In den siebziger Jahren unter der Regierung Alexanders II. war Petersburg in seiner höchsten Blüte. Der Hauptteil von Petersburg, wo das bewegteste und eleganteste Treiben herrscht, ist der Newsky Prospekt und die Morskaja. Hier entwickelte sich vor unseren Augen Tag und Nacht das russische Straßenleben, in dem sich die ganze russische Natur widerspiegelt. Um jede Tageszeit ein anderes Bild, stets ganz eigenartig und sehr interessant.

Acht Uhr morgens. In den Straßen von St. Petersburg dominiert die Jugend, die aus allen Enden der Stadt in ihre Schulen eilt. Die Schulzeit in ganz Rußland beginnt um 9 Uhr und währt bis 3 Uhr nachmittags, nur mit einer einstündigen Unterbrechung von zwölf bis eins.

Da eilen die kleinen und großen Gymnasiasten in ihren Uniformen in Grau und Silber. Die Studenten in Schwarz und Blau mit goldnen Knöpfen, die breitrandigen Mützen keck auf die Seite geschoben. Die Mädchen in ihren schlichten braunen Kleidern mit schwarzen Schürzen, die, aller Mode spottend, nach einer streng vorgeschriebenen Fasson angefertigt sind… äußerlich alle gleich aussehend. Sowohl die Schüler wie die Schülerinnen haben einen Ranzen, der nach Vorschrift der Schulbehörde auf dem Rücken getragen werden muß.

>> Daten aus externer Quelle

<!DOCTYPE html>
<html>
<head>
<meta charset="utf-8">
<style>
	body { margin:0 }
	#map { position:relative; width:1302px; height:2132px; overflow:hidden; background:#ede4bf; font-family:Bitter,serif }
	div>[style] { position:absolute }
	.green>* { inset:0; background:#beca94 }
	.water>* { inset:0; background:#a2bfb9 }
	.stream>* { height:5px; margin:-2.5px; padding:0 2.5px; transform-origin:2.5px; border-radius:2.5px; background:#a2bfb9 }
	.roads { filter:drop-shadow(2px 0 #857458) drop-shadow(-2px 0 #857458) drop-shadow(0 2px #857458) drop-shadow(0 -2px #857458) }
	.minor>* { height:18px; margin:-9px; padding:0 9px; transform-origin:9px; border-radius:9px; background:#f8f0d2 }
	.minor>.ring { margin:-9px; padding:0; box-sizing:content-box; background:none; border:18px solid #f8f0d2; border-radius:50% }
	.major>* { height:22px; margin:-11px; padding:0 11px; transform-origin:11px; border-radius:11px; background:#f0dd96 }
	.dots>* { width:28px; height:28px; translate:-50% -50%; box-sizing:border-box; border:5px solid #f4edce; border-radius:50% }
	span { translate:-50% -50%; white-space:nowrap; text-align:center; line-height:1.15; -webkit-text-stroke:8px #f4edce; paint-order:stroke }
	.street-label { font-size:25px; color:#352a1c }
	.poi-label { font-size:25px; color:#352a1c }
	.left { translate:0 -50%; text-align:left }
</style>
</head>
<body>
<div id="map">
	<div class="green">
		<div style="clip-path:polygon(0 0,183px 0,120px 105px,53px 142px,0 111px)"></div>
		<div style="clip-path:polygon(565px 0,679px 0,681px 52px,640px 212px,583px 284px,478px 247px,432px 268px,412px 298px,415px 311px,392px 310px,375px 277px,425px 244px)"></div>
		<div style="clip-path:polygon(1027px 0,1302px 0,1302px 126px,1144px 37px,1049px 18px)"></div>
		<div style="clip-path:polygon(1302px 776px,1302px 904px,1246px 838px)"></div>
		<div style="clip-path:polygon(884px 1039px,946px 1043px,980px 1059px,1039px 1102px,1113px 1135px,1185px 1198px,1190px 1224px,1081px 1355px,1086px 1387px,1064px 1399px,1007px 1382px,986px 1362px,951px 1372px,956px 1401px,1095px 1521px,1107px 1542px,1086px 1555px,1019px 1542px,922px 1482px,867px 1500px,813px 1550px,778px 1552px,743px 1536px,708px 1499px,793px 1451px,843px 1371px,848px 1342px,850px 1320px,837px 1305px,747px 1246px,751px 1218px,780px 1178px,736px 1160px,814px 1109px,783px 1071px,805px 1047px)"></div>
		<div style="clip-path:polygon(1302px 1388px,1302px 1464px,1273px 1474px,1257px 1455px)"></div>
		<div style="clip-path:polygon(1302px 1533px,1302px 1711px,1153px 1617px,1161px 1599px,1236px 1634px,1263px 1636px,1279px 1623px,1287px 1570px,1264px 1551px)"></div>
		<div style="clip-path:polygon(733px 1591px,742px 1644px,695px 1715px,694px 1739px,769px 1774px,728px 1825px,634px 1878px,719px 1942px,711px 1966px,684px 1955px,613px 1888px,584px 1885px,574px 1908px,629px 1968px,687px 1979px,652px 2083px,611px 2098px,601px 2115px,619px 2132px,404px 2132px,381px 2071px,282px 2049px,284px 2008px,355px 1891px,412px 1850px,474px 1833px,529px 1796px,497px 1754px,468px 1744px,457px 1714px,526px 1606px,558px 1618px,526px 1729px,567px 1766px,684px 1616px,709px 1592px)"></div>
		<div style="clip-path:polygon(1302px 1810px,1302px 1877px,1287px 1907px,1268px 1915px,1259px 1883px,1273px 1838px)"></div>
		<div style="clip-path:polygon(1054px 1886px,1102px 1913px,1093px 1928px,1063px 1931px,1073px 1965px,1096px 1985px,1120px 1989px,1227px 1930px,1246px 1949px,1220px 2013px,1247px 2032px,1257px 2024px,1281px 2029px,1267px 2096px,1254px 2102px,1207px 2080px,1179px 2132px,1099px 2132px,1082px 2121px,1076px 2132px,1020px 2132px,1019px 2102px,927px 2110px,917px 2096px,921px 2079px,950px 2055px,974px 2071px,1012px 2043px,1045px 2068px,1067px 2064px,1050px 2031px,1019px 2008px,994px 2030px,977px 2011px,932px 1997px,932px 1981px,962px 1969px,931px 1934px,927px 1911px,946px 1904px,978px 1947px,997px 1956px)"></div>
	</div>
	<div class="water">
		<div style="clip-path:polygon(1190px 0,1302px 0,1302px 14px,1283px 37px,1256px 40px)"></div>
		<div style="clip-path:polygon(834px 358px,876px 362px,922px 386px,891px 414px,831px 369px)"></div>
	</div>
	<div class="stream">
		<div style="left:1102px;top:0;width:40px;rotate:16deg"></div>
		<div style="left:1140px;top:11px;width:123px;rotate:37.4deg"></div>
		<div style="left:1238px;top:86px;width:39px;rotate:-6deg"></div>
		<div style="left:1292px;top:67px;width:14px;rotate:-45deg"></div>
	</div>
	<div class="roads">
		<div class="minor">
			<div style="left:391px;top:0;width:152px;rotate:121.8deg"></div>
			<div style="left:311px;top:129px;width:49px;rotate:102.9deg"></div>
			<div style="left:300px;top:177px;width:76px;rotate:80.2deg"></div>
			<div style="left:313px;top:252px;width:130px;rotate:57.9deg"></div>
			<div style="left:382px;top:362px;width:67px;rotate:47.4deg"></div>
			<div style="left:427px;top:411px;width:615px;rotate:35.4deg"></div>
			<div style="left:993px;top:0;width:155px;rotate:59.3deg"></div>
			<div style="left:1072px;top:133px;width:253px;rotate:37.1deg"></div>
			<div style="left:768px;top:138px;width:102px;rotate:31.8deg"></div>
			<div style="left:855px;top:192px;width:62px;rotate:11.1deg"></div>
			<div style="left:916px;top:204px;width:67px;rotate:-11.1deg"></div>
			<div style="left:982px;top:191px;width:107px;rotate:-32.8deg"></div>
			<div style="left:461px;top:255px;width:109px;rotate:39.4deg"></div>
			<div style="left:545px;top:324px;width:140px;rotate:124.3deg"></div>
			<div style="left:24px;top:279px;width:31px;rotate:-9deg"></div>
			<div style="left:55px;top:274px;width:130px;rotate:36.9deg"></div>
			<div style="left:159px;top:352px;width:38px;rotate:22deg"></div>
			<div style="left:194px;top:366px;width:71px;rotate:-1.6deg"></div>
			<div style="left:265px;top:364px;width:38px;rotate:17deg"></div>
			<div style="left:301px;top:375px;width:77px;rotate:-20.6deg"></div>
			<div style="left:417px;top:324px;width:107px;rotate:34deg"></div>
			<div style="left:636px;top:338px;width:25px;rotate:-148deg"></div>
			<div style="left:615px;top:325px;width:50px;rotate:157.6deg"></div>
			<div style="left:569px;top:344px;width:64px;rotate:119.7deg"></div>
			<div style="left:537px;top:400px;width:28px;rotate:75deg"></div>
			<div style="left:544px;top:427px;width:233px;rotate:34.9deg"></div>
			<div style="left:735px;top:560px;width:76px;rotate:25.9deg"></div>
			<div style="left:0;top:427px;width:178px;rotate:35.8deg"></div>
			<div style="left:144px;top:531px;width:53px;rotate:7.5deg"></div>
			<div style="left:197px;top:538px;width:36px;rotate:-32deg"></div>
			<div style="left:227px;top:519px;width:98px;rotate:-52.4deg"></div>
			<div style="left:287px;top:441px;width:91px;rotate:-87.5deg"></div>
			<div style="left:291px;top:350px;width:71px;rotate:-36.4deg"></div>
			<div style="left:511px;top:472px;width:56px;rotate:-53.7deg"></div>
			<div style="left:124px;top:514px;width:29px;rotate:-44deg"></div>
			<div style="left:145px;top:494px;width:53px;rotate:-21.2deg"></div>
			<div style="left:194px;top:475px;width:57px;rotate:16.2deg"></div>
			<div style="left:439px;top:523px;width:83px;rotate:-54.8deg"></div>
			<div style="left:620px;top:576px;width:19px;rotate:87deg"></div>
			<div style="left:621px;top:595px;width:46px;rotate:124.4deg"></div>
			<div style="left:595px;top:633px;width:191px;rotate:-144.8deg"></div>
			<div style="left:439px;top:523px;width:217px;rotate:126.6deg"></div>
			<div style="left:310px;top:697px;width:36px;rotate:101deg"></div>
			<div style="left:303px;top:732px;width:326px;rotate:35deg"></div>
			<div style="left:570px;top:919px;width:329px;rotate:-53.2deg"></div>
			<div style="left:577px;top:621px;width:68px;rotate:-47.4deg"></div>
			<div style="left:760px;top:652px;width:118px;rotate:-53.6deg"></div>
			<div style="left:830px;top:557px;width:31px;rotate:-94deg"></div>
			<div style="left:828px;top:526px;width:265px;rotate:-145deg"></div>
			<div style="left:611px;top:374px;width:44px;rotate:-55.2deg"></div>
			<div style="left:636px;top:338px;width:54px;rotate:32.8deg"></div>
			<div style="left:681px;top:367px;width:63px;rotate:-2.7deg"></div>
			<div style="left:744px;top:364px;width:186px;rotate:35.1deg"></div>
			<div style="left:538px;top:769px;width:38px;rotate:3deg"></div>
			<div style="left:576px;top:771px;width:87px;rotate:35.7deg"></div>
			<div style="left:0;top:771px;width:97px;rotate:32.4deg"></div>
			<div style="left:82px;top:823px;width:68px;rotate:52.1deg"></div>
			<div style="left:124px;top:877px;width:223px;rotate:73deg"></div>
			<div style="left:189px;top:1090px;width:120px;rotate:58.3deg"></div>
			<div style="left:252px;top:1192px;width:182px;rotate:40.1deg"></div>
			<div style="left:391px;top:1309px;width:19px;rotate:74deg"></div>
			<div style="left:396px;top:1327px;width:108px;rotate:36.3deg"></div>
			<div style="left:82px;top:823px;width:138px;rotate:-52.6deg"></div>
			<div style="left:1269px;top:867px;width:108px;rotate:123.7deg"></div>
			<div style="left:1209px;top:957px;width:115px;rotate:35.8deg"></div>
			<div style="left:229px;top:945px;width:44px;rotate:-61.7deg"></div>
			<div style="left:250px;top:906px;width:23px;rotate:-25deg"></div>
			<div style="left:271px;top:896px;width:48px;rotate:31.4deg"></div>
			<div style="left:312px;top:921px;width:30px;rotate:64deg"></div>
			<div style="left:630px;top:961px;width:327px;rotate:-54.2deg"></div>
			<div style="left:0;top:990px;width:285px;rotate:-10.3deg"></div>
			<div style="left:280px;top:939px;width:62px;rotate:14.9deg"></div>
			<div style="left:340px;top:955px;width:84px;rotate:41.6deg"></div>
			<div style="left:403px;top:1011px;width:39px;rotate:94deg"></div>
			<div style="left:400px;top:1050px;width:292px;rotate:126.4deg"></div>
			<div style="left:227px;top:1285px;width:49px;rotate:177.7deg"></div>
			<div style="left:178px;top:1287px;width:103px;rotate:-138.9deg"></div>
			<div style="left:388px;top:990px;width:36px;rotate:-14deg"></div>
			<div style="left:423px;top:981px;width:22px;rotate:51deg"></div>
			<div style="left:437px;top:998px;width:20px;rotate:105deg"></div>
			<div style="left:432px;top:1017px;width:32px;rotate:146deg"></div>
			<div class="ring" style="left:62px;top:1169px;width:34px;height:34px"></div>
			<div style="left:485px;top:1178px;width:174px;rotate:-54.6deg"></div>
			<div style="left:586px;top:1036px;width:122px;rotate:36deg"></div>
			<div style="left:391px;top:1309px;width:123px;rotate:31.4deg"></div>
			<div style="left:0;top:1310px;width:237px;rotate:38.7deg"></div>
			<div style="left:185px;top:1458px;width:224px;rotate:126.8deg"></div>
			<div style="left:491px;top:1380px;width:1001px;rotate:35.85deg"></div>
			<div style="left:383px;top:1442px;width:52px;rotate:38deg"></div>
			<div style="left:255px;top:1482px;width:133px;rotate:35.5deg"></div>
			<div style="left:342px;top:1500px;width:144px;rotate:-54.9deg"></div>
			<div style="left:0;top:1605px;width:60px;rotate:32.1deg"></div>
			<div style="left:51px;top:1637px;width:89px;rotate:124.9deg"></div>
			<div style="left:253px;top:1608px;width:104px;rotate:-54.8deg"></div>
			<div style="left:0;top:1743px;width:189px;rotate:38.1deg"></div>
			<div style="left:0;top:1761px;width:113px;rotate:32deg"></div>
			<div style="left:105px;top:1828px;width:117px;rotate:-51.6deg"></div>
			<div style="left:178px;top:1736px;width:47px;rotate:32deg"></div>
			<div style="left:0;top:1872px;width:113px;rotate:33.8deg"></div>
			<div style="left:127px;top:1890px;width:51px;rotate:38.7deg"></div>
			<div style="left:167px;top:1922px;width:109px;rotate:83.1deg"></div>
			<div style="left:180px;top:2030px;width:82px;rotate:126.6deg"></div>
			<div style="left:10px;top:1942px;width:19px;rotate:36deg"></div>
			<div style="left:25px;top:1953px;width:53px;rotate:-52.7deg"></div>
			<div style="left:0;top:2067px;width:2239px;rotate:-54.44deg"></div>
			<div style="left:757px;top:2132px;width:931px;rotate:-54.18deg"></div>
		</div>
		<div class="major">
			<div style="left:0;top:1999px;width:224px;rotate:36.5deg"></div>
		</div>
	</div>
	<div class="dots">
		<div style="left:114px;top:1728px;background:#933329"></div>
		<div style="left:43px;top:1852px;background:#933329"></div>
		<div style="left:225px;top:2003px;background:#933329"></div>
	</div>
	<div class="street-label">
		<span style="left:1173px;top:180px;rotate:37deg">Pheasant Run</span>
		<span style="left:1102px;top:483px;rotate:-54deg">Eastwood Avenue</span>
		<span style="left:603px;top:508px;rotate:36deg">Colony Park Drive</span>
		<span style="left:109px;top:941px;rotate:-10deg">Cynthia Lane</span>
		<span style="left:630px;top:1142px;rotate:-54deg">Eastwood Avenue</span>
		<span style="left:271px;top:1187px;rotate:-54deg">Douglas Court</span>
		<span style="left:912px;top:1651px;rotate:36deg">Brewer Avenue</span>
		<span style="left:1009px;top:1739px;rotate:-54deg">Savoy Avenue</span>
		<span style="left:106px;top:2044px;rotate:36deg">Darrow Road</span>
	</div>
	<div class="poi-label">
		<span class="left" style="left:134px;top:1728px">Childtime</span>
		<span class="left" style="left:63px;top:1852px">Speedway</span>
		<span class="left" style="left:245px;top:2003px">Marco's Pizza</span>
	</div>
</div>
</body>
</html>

Unterwegs einander begrüßend, laute Reden führend, eilen sie aneinander vorbei, jeder seinem Ziele zu, lustig, übermütig.

Die Lastwagen, die des Morgens die elegantesten Straßen durchziehen, lenken die Aufmerksamkeit auf sich. Den mit Kot und Schmutz bedeckten Wagen zieht ein großes, plumpes Pferd, das seit Jahr und Tag keine Reinigungsbürste auf seinem Fell verspürt hat. Die zentnerschwere Last mit einer zerlumpten und zerfetzten Plane bedeckt. Wagen und Pferd warten nur auf den wohltätigen Regen, der sie einmal von dem Schmutz befreit. Ganz dem Wagen und dem Pferde angepaßt ist der ungepflegte Kutscher mit seiner grünen Mütze und dem an den Ärmeln zerrissenen Schafpelz, der ihm zugleich als Kleid und Schlafdecke dient.

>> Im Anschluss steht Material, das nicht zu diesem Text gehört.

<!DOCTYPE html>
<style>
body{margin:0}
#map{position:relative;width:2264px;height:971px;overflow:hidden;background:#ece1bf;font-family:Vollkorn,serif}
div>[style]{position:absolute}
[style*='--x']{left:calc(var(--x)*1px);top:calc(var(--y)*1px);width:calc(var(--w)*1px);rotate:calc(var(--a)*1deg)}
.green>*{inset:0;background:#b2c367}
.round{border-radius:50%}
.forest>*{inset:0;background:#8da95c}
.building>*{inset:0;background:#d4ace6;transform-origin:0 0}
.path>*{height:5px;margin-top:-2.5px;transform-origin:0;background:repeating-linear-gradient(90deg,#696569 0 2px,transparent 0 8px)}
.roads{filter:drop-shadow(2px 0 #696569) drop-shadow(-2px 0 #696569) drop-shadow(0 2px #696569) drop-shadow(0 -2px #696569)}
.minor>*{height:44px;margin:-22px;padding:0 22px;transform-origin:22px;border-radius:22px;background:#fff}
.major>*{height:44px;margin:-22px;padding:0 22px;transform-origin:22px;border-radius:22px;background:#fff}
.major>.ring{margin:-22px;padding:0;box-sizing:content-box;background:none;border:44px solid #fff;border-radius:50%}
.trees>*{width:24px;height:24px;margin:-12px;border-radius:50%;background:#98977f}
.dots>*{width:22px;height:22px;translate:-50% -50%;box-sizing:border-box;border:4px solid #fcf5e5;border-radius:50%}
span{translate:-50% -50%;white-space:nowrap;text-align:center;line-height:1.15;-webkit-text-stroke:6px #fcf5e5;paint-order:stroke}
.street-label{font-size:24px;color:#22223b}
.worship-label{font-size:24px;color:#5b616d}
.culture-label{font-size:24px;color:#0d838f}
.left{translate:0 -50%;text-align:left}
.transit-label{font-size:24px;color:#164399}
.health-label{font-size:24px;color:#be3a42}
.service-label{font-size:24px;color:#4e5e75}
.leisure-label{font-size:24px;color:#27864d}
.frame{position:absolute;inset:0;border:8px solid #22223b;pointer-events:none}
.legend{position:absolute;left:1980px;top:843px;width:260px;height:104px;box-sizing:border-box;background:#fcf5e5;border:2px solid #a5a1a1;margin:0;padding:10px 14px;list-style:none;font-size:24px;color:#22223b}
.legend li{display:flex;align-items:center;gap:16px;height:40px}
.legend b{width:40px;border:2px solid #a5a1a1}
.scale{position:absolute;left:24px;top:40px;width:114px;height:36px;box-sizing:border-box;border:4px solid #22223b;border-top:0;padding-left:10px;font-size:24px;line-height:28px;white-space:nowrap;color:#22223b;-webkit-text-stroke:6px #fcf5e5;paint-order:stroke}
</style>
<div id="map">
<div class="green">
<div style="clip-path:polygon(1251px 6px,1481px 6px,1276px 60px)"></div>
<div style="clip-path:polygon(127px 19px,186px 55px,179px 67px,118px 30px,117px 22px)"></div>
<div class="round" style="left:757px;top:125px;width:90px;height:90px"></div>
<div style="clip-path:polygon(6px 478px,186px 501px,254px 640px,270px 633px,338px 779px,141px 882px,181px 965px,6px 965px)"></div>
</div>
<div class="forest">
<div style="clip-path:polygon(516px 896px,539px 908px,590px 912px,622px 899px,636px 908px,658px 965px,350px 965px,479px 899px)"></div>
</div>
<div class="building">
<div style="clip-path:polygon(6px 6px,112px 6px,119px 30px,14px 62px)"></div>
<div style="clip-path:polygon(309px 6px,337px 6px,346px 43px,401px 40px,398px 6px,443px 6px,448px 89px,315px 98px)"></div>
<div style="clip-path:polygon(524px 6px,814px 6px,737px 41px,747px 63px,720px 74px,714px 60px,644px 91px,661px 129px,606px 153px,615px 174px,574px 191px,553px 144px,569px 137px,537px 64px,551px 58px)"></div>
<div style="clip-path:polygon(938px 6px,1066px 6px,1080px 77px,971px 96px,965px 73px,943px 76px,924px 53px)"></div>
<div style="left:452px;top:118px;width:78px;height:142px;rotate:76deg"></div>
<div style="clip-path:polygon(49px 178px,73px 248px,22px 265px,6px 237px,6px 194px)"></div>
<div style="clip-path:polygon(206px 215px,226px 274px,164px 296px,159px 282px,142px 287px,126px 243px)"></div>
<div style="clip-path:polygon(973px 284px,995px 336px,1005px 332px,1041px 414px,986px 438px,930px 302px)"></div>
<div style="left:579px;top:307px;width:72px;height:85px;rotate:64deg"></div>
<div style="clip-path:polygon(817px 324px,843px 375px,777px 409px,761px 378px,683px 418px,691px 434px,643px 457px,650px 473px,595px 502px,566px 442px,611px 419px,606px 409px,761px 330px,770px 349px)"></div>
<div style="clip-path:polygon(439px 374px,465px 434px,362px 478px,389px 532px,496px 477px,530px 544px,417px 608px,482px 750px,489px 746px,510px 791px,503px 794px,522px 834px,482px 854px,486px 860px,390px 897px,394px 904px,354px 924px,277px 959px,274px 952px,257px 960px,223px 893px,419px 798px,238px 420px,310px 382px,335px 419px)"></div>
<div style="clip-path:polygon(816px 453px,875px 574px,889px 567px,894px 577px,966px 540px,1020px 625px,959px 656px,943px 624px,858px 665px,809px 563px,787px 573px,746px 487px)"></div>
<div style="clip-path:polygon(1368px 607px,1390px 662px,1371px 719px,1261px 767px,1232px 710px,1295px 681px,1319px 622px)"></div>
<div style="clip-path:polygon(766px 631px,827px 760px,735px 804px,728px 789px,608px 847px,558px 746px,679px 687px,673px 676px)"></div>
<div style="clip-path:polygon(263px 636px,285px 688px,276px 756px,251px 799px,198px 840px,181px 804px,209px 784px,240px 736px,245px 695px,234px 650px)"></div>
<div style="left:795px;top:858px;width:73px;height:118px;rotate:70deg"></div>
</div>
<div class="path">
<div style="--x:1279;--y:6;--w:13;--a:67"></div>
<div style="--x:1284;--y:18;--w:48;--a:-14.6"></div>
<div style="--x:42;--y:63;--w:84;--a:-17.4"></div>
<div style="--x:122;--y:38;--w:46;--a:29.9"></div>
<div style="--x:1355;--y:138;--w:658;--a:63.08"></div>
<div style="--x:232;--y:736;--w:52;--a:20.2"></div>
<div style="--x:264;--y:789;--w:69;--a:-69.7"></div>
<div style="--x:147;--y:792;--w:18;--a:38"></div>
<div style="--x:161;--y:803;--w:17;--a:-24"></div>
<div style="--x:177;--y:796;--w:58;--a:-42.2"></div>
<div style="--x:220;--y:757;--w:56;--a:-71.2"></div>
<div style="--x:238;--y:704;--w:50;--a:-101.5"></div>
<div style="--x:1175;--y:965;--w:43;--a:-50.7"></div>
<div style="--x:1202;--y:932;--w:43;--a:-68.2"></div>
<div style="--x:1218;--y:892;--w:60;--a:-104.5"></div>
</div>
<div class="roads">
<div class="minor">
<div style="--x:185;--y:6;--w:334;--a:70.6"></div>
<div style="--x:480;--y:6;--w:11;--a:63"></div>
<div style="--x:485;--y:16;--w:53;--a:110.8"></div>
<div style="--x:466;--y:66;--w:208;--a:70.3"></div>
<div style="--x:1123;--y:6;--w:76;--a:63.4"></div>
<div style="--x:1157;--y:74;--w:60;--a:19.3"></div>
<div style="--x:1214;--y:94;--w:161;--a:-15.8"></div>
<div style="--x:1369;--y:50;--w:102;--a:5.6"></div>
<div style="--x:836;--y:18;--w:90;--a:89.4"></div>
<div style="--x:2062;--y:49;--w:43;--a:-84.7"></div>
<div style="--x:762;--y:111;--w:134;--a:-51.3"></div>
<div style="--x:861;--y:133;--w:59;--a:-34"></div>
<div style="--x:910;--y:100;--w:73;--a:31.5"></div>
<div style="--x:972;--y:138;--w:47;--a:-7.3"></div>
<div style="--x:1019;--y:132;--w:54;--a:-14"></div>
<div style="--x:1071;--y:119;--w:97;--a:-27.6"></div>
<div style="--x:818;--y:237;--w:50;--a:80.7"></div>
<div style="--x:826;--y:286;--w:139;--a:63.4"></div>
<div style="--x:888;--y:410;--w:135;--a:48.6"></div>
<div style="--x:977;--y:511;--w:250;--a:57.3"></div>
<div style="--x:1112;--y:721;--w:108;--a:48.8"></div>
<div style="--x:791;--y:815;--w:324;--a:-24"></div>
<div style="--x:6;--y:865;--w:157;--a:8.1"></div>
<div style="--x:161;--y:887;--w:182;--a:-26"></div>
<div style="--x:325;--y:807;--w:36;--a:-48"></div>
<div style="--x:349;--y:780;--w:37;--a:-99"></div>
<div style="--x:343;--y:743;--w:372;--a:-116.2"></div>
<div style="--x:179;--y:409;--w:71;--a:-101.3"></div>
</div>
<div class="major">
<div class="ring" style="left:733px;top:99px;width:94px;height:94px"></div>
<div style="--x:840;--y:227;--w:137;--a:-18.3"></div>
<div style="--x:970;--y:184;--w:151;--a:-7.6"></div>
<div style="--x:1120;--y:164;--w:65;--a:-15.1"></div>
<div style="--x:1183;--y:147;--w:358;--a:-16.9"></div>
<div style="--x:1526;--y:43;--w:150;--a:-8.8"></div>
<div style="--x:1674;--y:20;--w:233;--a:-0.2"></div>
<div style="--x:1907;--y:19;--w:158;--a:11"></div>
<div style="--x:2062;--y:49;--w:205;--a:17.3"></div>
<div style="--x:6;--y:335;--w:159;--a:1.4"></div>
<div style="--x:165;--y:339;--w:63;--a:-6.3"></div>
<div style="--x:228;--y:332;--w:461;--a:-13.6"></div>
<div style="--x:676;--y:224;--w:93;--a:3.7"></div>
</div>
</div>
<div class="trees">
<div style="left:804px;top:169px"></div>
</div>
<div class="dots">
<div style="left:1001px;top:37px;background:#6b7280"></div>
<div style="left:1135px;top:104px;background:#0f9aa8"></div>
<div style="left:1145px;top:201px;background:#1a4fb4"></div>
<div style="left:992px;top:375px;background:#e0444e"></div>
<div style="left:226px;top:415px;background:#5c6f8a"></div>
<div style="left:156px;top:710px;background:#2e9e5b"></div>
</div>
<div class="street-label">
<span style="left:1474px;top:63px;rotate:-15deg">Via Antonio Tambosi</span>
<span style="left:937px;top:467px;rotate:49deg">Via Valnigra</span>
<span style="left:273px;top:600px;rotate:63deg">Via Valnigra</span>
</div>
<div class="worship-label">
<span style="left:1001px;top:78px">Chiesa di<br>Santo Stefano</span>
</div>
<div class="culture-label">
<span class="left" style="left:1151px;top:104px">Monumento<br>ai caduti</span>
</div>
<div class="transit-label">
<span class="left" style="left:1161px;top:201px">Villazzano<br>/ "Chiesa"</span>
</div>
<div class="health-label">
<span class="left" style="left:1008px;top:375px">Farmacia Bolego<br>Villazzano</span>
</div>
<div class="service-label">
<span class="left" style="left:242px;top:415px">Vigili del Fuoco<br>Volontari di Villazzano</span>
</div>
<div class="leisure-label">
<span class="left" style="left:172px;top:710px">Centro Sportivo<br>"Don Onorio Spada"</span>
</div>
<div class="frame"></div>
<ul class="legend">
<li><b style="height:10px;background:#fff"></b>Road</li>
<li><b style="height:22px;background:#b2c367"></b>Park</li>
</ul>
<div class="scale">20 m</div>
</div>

Zwölf Uhr mittags. Von der Peterpaulkirche schlägt die Stunde, von der Festung ertönt ein Kanonenschuß. Die Leute auf dem Newsky-Prospekt ziehen mechanisch die Taschenuhren hervor, um sie zu richten. Die Straßen bieten wieder ein anderes Bild: Gouvernanten, Bonnen, die russischen »Nianias« (Kindermädchen) und die ausgeputzten Ammen in ihrer Nationaltracht führen die Kinder durch den schönen breiten Newsky spazieren.

Um vier Uhr nachmittags beginnt in Petersburg der Korso, der besonders im Winter ein prächtiges Bild bietet. Was für ein Luxus kommt bei diesen Fahrten zum Vorschein! Die herrlichsten Schlitten, die seltensten Rassepferde, die ausgesuchtesten Toiletten und kostbarsten Pelze dürfen da Revue passieren.

Der Korso bewegt sich vom Nikolaibahnhof durch den Newsky, die große und breite Morskaja bis zur »Poztelujewbrücke«. Der Weg ist so breit, daß drei Schlittenreihen bequem nebeneinander fahren können. Alles prächtige, weite Schlitten (hauptsächlich Privatschlitten), innen mit Schafpelz und Teppichen ausgeschlagen, ein schwarzes Bärenfell als Decke. Über die Pferde sind blaue, rote, grüne, manchmal weiße Netze gebreitet. Silbernes Geschirr. Der Kutscher ist meist von ungewöhnlichem Umfang, da sein gepolsterter Mantel (»Jarmak«) von Schulter zu Schulter fast einen Meter breit ist. Es ist ein Oberkleid, festgeknöpft mit einem roten, grünen, blauen oder weißen Gürtel, entsprechend der Farbe des Netzes. Dieses Oberkleid deckt den Kutscher und nimmt die Hälfte des Schlittens ein, so daß es aussieht, als säße der Kutscher auf den Knien seiner Herrschaften. Auf dem Kopf eine vierkantige gepolsterte, rotsamtne Mütze, mit Pelzbesatz und Goldschnur geschmückt. Weiße oder gelbe lange Handschuhe mit Stulpen ergänzen diese so eigenartige Tracht der Petersburger herrschaftlichen Kutscher.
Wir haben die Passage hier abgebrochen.